The top seems like a great starting place. I tend to include basic information about the scripts purpose, who wrote it, when, and when it was updated. Sometimes I leave off the updated section because Git will track that information for me. Here’s a simple way to start every script

"""
This is an example header for an awesome project

Author: AtmoGuy
Created: 2020-01-28
"""

Write a sentence or two about the core purpose of the script at the top. You can write more, but I place details inside functions and directly above tricky sections. Triple quotes (either single or double quotes) indicate a block comment. You need two sets; a triple quote to start the comment and a second triple quote to end it.

The next step is to separate the main sections of your code. Hashtags are single line comments in Python. Anything to the right of a hashtag (on the same line) is not executed. I like to use a Main section, but you don’t have to use one. Code that is in the Main section will only run if you run the script directly. For example, you run script A which imports a function from script B. Only the functions imported from script B will be ran. Code within the main section of script B will not run.

"""
This is an example header for an awesome project

Author: AtmoGuy
Created: 2020-01-28
"""

# /// Imports ///

# /// Functions ///

# /// Main ///

The # /// Imports /// section is where all package imports go. So far so good, right?

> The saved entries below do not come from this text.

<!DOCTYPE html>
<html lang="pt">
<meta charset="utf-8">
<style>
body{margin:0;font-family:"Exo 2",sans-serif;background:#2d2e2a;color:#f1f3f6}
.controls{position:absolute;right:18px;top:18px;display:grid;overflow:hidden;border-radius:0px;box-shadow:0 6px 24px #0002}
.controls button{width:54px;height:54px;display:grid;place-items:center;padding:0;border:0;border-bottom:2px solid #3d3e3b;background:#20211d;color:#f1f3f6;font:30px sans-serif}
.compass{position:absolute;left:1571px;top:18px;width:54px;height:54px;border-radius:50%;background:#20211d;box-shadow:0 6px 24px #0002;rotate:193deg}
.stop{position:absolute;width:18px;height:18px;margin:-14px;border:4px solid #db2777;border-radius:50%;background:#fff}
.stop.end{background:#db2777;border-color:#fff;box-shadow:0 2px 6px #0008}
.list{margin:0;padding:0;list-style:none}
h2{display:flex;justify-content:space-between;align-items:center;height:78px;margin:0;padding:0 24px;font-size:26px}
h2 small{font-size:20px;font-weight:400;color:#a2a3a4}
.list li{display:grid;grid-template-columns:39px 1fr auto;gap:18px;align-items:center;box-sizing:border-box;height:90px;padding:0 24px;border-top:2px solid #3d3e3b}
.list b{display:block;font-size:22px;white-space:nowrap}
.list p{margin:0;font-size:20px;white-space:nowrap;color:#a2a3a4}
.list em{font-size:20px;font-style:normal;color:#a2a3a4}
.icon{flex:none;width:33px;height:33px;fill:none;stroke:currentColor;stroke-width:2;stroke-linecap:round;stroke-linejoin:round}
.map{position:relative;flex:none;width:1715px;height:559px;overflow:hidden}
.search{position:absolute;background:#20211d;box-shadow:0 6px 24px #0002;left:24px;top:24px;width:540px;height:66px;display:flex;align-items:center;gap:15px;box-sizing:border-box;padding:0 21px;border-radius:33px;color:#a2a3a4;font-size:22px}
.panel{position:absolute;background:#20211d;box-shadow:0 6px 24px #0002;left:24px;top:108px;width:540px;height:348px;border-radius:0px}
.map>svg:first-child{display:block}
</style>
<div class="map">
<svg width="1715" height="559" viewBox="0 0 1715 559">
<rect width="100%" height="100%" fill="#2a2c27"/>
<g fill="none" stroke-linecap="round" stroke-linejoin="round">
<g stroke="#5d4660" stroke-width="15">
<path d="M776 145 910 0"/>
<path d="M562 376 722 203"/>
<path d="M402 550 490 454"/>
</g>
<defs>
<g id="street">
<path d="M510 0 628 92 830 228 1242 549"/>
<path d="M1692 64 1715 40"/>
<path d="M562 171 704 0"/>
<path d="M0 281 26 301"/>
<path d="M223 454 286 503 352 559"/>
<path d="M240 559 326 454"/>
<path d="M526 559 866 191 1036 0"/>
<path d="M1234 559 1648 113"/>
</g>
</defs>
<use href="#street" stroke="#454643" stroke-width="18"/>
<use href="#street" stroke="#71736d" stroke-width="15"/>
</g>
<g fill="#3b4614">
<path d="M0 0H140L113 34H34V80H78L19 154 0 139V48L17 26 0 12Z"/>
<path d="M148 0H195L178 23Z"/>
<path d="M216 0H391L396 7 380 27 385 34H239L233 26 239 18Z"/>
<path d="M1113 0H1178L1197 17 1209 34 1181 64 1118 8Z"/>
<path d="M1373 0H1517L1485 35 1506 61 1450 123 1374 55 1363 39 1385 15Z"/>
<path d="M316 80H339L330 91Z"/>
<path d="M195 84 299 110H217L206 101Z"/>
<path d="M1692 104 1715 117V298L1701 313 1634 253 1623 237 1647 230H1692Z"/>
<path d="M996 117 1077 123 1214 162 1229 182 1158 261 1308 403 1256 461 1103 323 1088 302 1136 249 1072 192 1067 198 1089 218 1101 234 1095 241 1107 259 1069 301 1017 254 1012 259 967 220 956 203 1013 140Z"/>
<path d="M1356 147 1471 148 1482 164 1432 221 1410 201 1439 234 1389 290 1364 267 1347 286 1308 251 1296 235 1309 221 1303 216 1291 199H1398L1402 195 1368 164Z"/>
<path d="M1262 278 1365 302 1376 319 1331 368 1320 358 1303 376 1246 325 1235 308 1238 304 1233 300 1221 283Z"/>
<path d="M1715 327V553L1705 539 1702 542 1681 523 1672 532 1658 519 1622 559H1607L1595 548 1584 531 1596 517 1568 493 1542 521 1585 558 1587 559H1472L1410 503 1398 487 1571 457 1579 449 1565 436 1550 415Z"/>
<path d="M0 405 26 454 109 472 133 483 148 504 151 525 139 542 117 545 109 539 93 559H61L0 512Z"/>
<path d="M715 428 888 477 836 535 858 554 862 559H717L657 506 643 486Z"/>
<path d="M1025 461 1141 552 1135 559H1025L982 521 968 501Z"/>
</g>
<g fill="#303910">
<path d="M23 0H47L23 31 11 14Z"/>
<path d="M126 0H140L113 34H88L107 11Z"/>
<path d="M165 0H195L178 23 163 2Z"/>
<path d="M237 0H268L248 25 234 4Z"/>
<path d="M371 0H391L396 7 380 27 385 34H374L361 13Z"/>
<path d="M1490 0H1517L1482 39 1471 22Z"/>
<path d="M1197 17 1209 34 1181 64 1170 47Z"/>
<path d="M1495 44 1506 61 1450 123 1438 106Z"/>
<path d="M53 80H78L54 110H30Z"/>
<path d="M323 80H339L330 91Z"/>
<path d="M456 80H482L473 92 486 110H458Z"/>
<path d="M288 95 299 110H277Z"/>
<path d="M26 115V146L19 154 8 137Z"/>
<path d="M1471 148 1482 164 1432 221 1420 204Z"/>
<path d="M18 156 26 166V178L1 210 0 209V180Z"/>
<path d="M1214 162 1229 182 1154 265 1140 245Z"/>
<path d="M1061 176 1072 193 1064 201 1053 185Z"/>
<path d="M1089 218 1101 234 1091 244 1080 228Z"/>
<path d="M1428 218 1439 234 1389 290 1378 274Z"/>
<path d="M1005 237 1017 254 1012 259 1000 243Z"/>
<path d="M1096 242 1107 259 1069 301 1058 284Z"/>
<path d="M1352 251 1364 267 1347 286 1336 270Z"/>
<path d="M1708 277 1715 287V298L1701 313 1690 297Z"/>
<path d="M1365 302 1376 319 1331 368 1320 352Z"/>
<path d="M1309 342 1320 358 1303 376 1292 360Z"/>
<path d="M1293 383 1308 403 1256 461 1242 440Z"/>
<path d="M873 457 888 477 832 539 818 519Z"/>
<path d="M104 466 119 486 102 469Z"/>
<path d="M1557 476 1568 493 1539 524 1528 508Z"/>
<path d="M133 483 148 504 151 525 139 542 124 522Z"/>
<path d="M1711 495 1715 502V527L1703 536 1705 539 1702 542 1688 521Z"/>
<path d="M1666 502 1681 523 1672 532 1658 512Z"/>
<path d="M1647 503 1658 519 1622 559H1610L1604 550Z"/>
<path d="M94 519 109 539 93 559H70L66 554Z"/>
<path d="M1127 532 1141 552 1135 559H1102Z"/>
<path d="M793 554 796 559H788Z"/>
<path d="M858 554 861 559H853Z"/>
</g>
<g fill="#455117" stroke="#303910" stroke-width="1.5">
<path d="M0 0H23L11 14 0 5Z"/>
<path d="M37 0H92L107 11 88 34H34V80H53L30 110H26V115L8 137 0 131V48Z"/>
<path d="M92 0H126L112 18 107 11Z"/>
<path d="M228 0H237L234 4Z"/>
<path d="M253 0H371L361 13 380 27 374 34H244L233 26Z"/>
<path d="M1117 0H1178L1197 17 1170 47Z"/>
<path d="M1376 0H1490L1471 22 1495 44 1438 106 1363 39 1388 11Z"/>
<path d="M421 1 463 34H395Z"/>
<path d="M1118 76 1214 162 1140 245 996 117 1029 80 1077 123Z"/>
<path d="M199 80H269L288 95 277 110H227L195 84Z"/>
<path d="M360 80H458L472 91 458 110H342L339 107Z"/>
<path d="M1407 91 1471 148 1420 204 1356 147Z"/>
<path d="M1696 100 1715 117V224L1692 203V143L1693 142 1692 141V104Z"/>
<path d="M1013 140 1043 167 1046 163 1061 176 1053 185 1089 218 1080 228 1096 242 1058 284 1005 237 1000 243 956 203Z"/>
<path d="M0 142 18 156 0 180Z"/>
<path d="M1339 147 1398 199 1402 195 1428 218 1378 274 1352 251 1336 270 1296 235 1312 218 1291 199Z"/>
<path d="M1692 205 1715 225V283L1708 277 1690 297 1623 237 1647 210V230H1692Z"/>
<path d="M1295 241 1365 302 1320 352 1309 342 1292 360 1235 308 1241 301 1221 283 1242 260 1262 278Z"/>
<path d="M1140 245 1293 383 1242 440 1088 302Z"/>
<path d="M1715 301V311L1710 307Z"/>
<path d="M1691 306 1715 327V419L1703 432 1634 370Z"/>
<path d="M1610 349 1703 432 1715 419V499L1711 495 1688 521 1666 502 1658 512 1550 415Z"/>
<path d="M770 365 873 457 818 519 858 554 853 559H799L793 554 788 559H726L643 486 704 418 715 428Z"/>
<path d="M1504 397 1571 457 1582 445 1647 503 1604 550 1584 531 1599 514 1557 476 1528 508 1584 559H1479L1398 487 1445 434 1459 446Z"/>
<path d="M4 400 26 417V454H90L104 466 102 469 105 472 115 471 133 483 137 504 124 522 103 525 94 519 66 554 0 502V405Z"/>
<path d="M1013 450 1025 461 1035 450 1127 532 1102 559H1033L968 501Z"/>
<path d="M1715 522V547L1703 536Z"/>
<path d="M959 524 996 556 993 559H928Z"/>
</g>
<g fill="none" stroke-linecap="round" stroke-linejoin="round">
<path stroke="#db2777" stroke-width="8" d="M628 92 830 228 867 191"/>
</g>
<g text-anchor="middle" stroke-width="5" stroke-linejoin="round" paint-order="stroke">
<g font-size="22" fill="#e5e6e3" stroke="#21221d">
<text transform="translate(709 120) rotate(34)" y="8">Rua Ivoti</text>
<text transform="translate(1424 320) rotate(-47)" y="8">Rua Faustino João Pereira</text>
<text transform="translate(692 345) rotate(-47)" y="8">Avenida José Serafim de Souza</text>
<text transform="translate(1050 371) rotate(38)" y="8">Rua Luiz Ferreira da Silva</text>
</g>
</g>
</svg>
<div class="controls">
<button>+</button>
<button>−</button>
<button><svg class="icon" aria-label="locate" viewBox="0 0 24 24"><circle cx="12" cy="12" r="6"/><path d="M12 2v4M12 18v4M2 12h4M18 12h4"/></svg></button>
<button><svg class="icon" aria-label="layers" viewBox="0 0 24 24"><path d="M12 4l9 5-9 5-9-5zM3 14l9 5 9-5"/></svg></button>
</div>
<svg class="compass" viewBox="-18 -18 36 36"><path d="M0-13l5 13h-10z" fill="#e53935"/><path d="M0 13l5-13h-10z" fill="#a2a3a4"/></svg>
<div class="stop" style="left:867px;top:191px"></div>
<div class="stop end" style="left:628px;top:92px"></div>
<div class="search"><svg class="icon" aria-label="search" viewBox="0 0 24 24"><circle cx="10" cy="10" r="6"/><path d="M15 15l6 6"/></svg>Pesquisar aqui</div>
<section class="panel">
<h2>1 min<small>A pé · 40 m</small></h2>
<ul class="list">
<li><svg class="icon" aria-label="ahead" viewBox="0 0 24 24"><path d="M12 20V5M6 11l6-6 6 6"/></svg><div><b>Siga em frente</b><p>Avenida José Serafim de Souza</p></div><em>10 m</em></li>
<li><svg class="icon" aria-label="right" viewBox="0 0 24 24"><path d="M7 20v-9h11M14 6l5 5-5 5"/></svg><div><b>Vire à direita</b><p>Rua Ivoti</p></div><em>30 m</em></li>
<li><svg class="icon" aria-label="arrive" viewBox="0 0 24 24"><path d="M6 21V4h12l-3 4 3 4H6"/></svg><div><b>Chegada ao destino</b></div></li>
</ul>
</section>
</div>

It can be easy to import packages randomly right before they are needed, but let’s keep things tidy and keep them in one place. It’s easier to keep track of what has been imported using this method.

Functions? What’s a function? We will use a simple function for now and go deeper into functions in a later post. Place all of your functions in the # /// Functions /// to make sure they are called before they are needed. If you don’t, failure will ensue!

All functions start with def, then a space, a descriptive function name, and then a list of inputs (input1, input2, input3). Here’s an example function we will use in our example script.

def square_number(number):
    """
    Purpose
    -------
    Squares a number

    Parameters
    ----------
    number: float
        A whole number from 1 to almost infinity

    Returns
    -------
    new_number: float
        The square of the input number 
    """

    new_number = number ** 2
    return(new_number)

The name of the function is square_number and it takes a single value (number). The name of the variable in parenthesis does not have to be the same name as the variable passed to it! For example, it is acceptable to pass a variable named my_number to the square_number function. Use a natural flow of language to name functions and try not to use abbreviations. Full words are easier to come back to after a long break from a script. Okay, if your word is antidisestablishmentarianism maybe you can abbreviate.

Notice that lines 2-19 are indented. Python requires proper whitespace (indentation). All code that is part of the function must be indented consistently. You can use tab to indent, but I prefer four spaces. Tab can sometimes cause problems that don’t exist when spaces are utilized. Whitespace is also required when loops are used. I think all code should have proper indentation because code is easier to read when everything is indented properly. Python simply requires correct use of whitespace or it won’t throw an error and quit.

Another thing to note is the use of block comments. This is a simple function that does not have any parameters or attributes. Here’s a template for how I document functions:

def some_function(inputA):
    """
    Purpose
    -------
    This function does something

    Parameters
    ----------
    inputA: float
        short description

    Attributes
    ----------
    secondary_variable: float
        short description

    Returns
    -------
    output: float
        short description
    """
    secondary_variable = inputA + 5
    output = secondary_variable * 8
    return(output)

The example looks silly because the comment is longer than the actual function, but that’s okay. Parameters are inputs into the function. In this case, inputA. Attributes are variables only used inside the function. They are not returned and are removed from memory after the function is complete. The Returns section is information about what is passed back out of the function. The Parameters and Attributes headings are not always required. It’s good practice to provide the shape of the variables either directly after the variable type or in the short description.

Variable Names

Be explicit! Codes are easier to follow if variable names are fully spelled. Temperature is a commonly abbreviated variable in atmospheric sciences. It’s a four syllable word. Abbreviate it, right? No! Let’s look at a few reasonable abbreviations: temp, tmp, t, and at. But temporary variables are also handy to have at times. What would we name that variable, temp? But that’s already used for air temperature.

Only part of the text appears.